The meeting was the direct result of a major management screw up. In January, Toyota’s leadership discovered that an employee at the plant had unearthed a confidential file on a shared network drive . The document disclosed the fact that ToMoCo's management was discussing "a greater emphasis on variable pay and ways to slow the growth of our labor costs, including the cost of benefits."
The memo recommended that Toyota work to bring its wage structure into closer alignment with other local industries and "not tie ourselves so closely to the U.S. auto industry or other competitors." Translation: Toyota’s higher ups are unhappy that the company’s labor costs (as a percentage of sales) are increasing faster than their profit margins.
Despite Toyota’s attempts at damage control, the press got ahold of the memo. Rather than fess-up and explain their competitive dilemma, Toyota sacrificed a pair of a scapegoats. They fired two Georgetown plant employees for allegedly accessing and distributing the confidential document.
The employees admitted reading the doc (as did several hundred others), but denied sending it to the press. As allowed by Toyota personnel policy, they pleaded their case before a five-member peer review board. The board ruled that they were both innocent. Toyota management overruled the review board’s decision and fired them.
Salting the wounds, Toyota remained silent on any investigations into– or disciplinary actions against– the person or persons who left the confidential document on the company-wide computer network.

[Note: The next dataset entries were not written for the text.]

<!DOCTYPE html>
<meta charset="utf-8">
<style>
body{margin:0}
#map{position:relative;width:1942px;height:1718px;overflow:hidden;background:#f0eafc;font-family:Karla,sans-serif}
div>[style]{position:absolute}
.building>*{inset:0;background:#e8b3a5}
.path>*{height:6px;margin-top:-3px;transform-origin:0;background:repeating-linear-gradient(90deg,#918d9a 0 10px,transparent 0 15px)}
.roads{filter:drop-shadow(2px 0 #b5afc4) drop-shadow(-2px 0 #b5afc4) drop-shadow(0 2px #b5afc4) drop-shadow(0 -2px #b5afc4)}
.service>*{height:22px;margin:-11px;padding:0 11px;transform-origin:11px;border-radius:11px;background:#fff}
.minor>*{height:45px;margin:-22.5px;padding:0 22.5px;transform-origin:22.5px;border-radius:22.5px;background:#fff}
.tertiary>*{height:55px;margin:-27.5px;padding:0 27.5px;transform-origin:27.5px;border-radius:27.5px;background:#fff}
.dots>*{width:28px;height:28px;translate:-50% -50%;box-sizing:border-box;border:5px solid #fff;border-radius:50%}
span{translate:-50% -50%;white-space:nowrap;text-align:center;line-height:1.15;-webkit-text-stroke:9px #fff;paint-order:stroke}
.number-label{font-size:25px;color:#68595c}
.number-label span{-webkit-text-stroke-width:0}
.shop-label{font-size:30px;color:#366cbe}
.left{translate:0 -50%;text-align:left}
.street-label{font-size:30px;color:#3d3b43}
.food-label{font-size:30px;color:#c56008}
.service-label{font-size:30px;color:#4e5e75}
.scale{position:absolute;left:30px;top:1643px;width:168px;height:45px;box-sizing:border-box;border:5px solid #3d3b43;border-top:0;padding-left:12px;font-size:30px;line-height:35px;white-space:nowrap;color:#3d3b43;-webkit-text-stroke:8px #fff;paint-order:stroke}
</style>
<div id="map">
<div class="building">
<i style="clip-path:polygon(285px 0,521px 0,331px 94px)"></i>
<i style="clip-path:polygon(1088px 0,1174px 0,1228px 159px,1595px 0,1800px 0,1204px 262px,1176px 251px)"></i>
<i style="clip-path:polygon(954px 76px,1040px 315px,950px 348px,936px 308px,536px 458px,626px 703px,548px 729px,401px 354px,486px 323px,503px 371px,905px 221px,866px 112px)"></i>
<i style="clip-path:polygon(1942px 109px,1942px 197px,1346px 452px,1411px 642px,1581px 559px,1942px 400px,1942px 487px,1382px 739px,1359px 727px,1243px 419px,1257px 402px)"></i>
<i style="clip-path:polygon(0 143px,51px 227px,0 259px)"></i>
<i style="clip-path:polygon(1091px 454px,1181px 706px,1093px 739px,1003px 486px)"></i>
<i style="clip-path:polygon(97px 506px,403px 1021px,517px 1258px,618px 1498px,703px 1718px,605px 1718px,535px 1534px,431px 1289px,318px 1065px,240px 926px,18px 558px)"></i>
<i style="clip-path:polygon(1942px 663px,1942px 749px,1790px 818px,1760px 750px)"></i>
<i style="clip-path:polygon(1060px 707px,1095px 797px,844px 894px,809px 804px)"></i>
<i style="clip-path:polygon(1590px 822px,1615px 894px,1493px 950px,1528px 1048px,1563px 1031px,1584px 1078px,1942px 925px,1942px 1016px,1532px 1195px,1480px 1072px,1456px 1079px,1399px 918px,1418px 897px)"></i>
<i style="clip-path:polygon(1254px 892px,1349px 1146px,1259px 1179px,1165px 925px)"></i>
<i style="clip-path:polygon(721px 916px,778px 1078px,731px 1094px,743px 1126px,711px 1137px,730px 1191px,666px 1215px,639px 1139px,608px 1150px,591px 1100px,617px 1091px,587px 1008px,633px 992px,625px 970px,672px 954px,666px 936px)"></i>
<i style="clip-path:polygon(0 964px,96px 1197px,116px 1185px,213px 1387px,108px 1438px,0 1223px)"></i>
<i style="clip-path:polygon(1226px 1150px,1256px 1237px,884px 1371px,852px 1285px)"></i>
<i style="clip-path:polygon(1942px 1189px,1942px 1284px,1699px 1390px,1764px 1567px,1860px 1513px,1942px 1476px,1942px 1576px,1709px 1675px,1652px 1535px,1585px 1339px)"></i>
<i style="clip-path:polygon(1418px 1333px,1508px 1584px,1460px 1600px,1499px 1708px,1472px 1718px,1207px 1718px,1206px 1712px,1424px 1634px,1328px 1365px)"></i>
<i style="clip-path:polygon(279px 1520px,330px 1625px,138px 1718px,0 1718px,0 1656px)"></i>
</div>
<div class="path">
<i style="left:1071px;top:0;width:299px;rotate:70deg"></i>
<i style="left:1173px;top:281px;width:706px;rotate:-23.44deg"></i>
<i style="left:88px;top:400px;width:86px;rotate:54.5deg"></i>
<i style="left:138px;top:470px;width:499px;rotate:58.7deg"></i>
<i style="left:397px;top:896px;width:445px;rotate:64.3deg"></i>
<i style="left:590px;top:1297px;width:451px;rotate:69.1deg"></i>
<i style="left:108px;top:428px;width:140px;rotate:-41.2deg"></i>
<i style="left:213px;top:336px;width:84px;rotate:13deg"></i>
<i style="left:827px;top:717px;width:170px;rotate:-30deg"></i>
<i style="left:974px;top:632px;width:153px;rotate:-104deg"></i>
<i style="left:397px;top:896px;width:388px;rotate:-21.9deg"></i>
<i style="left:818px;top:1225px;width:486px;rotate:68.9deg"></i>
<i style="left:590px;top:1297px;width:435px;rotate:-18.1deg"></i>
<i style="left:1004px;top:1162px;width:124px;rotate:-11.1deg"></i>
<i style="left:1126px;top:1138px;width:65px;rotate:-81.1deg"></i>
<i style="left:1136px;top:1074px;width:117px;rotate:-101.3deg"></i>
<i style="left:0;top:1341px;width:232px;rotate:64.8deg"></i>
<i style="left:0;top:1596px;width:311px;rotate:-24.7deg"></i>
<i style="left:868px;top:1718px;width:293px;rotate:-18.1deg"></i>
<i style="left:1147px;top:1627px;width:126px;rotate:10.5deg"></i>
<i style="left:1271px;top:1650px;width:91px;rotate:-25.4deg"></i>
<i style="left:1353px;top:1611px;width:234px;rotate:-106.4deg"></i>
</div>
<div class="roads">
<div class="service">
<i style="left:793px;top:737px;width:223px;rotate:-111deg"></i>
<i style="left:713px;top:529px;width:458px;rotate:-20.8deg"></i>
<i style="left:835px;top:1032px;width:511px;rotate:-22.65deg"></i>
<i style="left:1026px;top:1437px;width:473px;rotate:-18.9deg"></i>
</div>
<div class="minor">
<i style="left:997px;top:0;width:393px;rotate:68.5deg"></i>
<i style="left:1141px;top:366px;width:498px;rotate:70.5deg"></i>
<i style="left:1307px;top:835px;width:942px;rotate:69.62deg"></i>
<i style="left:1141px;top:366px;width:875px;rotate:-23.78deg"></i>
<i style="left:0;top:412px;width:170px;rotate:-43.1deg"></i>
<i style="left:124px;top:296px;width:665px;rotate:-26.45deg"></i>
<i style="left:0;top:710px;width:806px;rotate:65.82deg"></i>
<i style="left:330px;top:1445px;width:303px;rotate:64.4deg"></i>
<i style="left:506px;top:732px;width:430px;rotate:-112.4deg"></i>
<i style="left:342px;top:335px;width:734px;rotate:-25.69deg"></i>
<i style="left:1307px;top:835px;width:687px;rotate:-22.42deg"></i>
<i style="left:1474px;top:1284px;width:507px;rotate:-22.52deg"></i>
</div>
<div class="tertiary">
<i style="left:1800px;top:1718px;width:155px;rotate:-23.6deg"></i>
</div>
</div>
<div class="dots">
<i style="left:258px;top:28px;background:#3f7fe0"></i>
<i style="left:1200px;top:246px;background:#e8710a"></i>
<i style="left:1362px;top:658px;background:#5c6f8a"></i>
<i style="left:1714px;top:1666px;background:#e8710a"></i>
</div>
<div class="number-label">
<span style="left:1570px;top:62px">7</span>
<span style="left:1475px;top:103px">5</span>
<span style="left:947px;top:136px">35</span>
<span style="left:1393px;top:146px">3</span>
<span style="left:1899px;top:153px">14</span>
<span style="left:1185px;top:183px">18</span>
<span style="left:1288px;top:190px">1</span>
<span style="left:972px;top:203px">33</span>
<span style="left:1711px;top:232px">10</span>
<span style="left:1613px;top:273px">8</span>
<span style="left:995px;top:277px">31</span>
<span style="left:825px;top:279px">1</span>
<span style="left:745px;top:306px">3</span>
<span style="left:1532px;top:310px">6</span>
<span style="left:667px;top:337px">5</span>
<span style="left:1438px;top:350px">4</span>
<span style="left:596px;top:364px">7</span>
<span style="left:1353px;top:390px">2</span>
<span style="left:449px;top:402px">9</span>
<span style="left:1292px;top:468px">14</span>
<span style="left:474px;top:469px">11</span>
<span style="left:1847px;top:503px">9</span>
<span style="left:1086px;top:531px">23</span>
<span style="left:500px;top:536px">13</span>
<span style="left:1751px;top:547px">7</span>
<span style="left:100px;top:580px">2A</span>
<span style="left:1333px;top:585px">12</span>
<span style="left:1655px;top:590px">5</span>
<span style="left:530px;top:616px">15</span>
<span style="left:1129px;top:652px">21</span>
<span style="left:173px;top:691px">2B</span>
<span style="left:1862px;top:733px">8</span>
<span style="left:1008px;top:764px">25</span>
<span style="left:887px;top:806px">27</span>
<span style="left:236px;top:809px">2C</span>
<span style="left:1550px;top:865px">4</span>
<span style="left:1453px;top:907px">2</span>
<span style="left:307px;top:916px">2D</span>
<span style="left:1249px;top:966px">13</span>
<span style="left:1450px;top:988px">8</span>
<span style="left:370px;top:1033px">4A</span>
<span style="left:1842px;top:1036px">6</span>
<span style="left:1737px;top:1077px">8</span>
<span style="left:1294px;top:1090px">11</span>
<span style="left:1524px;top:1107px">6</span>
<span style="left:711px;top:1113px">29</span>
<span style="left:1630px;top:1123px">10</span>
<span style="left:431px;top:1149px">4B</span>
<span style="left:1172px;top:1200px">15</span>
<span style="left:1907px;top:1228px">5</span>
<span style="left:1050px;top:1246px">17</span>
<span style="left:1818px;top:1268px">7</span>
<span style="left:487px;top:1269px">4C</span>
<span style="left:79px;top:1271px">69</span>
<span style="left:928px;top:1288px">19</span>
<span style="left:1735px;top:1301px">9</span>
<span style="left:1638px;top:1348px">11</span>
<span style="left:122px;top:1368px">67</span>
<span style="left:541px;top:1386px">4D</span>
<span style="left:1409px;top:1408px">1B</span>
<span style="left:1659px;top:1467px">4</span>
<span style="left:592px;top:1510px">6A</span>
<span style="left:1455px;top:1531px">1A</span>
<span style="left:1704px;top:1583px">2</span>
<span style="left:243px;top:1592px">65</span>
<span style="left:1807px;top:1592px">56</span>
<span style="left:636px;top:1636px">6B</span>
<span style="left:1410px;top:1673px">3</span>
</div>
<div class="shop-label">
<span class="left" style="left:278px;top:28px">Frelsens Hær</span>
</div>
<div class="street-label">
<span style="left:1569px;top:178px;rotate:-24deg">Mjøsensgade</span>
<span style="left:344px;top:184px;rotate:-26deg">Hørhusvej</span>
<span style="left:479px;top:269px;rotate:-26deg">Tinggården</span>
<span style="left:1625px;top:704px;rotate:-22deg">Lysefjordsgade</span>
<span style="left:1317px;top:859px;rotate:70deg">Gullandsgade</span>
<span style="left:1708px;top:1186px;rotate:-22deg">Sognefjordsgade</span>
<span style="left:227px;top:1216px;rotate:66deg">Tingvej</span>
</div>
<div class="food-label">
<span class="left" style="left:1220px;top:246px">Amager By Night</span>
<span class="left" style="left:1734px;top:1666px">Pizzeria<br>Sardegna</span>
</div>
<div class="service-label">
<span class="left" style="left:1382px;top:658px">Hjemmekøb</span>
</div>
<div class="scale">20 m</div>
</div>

As expected, the UAW seized upon this “unpleasantness” to step up their efforts to unionize the Toyota plant, to gain a precious foothold deep in the heart of non-union territory. On Saturday, the UAW hosted a town hall forum entitled “The Human Cost of Toyota’s Success” in Lexington, Kentucky.
About 150 UAW representatives, Toyota employees, members of the press and other interested parties attended the meeting. Even though the Georgetown plant employs almost 7k workers, only five people spoke at the gathering, including the workers who were dismissed over the confidential document. No representatives from Toyota management attended– at least not officially.
The speakers addressed the document’s implications for Toyota’s HR plans. They also aired a number of complaints about the way the Georgetown plant is managed. They asserted that Toyota does not take workplace injuries seriously, that full-time workers have “disappeared” (to be replaced by lower cost temporary workers) and that training opportunities have dwindled to the point of extinction.
Needless to say, it this was music to the UAW’s collective ears. “It’s time for Toyota to sign a contract with us like everyone else they do business with,” Vice President Terry Thurman announced. The man who directs the UAW’s National Organizing department and helped organize the meeting added, “This is all about Toyota workers.”
The sequence of those two statements tells you everything you need to know about the UAW’s priorities. There’s only one reason they’re making a full-court press against Toyota: it’s their only hope for survival. If the UAW has any success organizing Georgetown you can rest assured they’ll start looking for further inroads into the rest of the transplants’ non-union plants.
Even though the UAW stated their Toyota kvetchfest was not an “organizing event,” they now have a foot firmly in Toyota’s door. The UAW and the National Jobs with Justice Campaign plan to capitalize on their success by establishing a Worker’s Rights Board in Kentucky. According to the UAW's press release, this organization “will be available to hear personal stories of Toyota workers and recommend appropriate remedies when necessary.” In other words, they’ll be collecting information they can use to further their attempts to organize the plant.
And they’ll be moving on from there. One worker from the Toyota plant in West Virginia attending the Kentucky meeting asked if the UAW could conduct a similar meeting for workers at his plant. Of course, the union immediately agreed, seizing the chance to get a presence established at a second Toyota location.
Toyota has no one to blame but itself for this perilous state of affairs. Their sloppy record keeping and short sighted damage control could give the UAW the leverage they need to start pulling Toyota into the same rat hole that disappeared Detroit. Meanwhile, even as they seek to organize Toyota, the UAW continues to call the automaker their enemy. And so it is.